Prompt = From the top of the records below, return each line exactly, ending with the line that contains "position:absolute; left:1643px; top:21px;".

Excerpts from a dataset
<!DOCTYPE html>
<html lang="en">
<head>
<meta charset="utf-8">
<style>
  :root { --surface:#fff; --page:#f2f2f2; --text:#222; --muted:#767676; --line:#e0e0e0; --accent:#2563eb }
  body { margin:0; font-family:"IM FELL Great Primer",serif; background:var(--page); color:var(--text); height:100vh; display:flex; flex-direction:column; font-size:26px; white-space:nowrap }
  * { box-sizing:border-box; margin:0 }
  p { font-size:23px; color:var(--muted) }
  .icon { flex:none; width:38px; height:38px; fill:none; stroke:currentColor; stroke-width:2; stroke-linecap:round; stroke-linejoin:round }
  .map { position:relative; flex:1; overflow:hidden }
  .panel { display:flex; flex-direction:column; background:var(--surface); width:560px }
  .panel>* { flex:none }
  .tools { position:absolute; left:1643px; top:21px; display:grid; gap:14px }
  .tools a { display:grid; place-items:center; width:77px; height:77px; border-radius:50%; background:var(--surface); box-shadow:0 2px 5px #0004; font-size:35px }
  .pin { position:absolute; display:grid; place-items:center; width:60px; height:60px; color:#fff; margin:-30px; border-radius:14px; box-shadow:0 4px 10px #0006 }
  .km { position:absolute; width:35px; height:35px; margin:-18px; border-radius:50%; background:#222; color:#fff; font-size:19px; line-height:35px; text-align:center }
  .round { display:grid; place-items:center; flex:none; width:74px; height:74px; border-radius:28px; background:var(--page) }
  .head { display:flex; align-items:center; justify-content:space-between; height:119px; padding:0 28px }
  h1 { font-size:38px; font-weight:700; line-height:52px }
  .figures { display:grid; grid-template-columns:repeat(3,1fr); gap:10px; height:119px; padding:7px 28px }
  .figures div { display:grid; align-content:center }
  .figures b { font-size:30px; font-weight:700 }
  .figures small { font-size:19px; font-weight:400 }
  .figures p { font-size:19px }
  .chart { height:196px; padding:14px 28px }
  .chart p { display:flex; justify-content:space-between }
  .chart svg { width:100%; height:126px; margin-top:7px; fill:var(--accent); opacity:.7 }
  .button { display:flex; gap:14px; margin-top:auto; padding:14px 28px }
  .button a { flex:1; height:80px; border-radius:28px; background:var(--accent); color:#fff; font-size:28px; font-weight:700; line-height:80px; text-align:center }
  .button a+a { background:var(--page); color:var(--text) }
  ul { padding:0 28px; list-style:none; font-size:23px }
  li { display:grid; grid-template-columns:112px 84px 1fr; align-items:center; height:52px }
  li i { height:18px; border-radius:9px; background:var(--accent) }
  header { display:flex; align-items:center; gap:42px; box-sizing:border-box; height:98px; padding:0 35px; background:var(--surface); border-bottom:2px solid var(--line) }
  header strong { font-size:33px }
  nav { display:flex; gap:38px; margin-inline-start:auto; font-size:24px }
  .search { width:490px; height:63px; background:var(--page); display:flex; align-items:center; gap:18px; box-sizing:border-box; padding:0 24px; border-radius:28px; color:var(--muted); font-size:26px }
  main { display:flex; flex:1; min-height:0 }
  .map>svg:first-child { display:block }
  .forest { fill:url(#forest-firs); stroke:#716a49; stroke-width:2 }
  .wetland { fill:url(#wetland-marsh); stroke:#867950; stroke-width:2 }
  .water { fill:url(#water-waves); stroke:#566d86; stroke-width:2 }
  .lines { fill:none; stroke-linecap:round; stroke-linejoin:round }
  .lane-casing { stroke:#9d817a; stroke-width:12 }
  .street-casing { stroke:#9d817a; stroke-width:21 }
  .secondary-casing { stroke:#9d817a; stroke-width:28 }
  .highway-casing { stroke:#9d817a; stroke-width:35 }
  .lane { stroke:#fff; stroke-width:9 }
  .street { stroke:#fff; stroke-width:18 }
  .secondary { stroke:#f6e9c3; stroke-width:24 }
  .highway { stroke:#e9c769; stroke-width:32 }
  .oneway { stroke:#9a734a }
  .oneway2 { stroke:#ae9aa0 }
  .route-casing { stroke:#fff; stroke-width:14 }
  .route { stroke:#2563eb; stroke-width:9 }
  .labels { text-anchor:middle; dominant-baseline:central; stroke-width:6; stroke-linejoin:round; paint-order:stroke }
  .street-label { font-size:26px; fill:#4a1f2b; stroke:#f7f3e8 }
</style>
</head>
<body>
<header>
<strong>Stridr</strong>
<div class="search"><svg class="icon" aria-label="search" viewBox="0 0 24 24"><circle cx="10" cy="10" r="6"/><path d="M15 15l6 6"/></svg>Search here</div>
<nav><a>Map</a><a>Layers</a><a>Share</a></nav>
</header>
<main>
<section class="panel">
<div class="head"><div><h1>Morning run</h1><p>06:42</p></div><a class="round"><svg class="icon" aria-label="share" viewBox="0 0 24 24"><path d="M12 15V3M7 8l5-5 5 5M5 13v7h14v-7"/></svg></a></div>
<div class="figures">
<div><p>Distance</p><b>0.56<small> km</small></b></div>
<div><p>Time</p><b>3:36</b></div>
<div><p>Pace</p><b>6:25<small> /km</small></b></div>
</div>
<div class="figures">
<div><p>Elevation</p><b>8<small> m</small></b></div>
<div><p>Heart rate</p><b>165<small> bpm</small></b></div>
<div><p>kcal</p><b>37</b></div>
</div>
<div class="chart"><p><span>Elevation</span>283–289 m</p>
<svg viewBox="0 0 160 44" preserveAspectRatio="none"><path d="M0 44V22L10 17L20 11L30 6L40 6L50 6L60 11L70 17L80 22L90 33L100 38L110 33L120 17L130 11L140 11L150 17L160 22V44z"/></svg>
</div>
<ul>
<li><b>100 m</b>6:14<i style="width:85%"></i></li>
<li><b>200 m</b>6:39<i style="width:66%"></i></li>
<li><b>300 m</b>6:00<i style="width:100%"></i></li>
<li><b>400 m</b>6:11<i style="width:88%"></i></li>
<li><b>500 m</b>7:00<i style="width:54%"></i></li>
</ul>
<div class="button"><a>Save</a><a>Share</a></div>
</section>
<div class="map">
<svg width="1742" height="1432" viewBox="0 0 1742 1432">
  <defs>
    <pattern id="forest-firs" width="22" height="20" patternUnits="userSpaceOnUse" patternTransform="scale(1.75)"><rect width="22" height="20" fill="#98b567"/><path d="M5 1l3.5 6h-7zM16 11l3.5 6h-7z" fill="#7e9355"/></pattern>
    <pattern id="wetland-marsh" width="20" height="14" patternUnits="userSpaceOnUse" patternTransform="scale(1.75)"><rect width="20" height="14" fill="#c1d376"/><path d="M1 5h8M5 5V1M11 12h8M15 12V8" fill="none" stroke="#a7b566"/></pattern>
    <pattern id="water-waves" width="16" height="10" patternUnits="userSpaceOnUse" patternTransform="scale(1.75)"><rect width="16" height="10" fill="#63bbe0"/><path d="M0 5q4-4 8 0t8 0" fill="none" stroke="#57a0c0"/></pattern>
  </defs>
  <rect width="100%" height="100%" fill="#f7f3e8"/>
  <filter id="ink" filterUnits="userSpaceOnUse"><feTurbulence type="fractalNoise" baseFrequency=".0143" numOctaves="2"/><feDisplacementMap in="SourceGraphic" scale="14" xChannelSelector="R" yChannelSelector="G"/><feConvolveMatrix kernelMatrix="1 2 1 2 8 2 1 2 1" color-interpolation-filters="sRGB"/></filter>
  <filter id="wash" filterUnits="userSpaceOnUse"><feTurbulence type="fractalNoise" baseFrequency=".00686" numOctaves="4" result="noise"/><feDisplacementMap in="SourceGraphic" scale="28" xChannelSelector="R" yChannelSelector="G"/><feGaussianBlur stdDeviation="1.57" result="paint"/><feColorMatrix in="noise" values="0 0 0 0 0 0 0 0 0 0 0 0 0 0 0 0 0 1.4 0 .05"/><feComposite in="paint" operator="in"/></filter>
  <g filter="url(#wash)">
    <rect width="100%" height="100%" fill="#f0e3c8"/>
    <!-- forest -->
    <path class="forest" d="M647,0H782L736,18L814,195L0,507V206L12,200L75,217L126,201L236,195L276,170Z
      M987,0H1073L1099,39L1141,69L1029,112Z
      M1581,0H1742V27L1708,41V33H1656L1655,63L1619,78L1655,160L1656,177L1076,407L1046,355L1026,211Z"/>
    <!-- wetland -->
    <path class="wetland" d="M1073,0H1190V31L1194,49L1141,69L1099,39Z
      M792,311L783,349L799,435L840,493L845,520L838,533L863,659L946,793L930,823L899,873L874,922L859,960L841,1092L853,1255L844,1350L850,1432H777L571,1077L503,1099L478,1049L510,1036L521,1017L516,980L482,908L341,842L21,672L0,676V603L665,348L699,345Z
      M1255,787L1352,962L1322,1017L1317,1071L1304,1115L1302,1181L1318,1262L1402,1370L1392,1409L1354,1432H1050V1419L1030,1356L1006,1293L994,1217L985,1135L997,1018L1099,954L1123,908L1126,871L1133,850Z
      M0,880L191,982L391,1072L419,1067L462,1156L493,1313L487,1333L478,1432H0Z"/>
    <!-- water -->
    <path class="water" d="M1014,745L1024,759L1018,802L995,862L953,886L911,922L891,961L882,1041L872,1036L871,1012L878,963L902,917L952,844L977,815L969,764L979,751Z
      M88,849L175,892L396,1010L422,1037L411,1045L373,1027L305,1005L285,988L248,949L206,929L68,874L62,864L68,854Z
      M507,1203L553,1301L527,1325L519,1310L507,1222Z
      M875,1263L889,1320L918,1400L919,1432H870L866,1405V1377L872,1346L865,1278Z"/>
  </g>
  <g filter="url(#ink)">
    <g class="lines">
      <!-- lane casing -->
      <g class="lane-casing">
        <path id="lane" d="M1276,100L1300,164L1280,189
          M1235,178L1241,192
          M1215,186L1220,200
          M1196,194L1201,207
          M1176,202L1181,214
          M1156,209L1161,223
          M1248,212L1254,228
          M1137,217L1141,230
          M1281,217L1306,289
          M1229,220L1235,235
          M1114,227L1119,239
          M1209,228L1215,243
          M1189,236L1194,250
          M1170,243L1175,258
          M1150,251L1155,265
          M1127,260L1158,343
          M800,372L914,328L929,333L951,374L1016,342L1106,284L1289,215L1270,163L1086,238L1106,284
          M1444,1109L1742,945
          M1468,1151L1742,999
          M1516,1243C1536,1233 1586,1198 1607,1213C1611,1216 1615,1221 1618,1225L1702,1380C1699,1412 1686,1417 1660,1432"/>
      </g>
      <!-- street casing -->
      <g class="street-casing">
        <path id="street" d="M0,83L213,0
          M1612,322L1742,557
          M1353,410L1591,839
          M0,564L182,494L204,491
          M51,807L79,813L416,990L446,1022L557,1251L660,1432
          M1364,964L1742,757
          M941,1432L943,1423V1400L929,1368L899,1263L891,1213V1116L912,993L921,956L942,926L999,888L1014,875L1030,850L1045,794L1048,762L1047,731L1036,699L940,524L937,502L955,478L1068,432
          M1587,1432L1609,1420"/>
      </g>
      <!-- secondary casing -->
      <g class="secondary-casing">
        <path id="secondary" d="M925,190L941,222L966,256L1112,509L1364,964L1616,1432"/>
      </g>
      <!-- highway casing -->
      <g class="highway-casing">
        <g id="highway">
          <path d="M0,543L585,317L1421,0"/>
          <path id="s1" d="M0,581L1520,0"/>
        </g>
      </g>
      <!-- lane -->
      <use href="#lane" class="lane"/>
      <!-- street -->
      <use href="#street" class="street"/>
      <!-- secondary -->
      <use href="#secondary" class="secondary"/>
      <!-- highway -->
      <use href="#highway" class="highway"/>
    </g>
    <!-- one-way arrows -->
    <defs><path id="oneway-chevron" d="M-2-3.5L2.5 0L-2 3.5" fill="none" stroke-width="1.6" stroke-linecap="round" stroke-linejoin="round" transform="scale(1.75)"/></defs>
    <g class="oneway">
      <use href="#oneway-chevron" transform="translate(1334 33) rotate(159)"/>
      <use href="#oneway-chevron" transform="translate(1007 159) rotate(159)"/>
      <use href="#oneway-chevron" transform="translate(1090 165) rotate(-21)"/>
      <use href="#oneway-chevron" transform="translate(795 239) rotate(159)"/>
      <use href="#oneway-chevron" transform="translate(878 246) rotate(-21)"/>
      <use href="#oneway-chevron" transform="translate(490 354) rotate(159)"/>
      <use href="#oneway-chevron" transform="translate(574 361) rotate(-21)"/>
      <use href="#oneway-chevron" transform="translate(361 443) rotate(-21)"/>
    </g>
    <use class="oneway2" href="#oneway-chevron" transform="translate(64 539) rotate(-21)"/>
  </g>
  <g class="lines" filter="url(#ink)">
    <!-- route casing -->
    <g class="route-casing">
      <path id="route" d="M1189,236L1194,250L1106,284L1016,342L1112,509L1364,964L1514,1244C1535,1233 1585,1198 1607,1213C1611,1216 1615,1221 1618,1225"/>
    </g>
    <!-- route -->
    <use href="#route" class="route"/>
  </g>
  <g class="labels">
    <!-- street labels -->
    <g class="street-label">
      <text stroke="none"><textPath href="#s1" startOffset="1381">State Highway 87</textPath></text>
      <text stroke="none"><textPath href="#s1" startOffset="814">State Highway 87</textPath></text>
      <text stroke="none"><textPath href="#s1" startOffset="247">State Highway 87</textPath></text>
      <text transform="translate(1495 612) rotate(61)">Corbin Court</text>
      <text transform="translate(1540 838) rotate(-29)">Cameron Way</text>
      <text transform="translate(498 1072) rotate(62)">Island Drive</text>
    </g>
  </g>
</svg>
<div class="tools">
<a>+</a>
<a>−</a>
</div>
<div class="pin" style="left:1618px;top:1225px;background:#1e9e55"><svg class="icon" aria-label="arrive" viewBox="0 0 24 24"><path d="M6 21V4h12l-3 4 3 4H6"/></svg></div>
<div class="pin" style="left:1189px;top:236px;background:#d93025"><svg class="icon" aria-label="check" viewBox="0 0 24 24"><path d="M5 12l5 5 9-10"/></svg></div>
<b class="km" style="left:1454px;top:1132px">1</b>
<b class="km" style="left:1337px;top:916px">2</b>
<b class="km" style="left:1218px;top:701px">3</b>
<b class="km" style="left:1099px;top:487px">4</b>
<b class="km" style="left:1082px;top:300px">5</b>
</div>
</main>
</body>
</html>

Answer to this problem =
<!DOCTYPE html>
<html lang="en">
<head>
<meta charset="utf-8">
<style>
  :root { --surface:#fff; --page:#f2f2f2; --text:#222; --muted:#767676; --line:#e0e0e0; --accent:#2563eb }
  body { margin:0; font-family:"IM FELL Great Primer",serif; background:var(--page); color:var(--text); height:100vh; display:flex; flex-direction:column; font-size:26px; white-space:nowrap }
  * { box-sizing:border-box; margin:0 }
  p { font-size:23px; color:var(--muted) }
  .icon { flex:none; width:38px; height:38px; fill:none; stroke:currentColor; stroke-width:2; stroke-linecap:round; stroke-linejoin:round }
  .map { position:relative; flex:1; overflow:hidden }
  .panel { display:flex; flex-direction:column; background:var(--surface); width:560px }
  .panel>* { flex:none }
  .tools { position:absolute; left:1643px; top:21px; display:grid; gap:14px }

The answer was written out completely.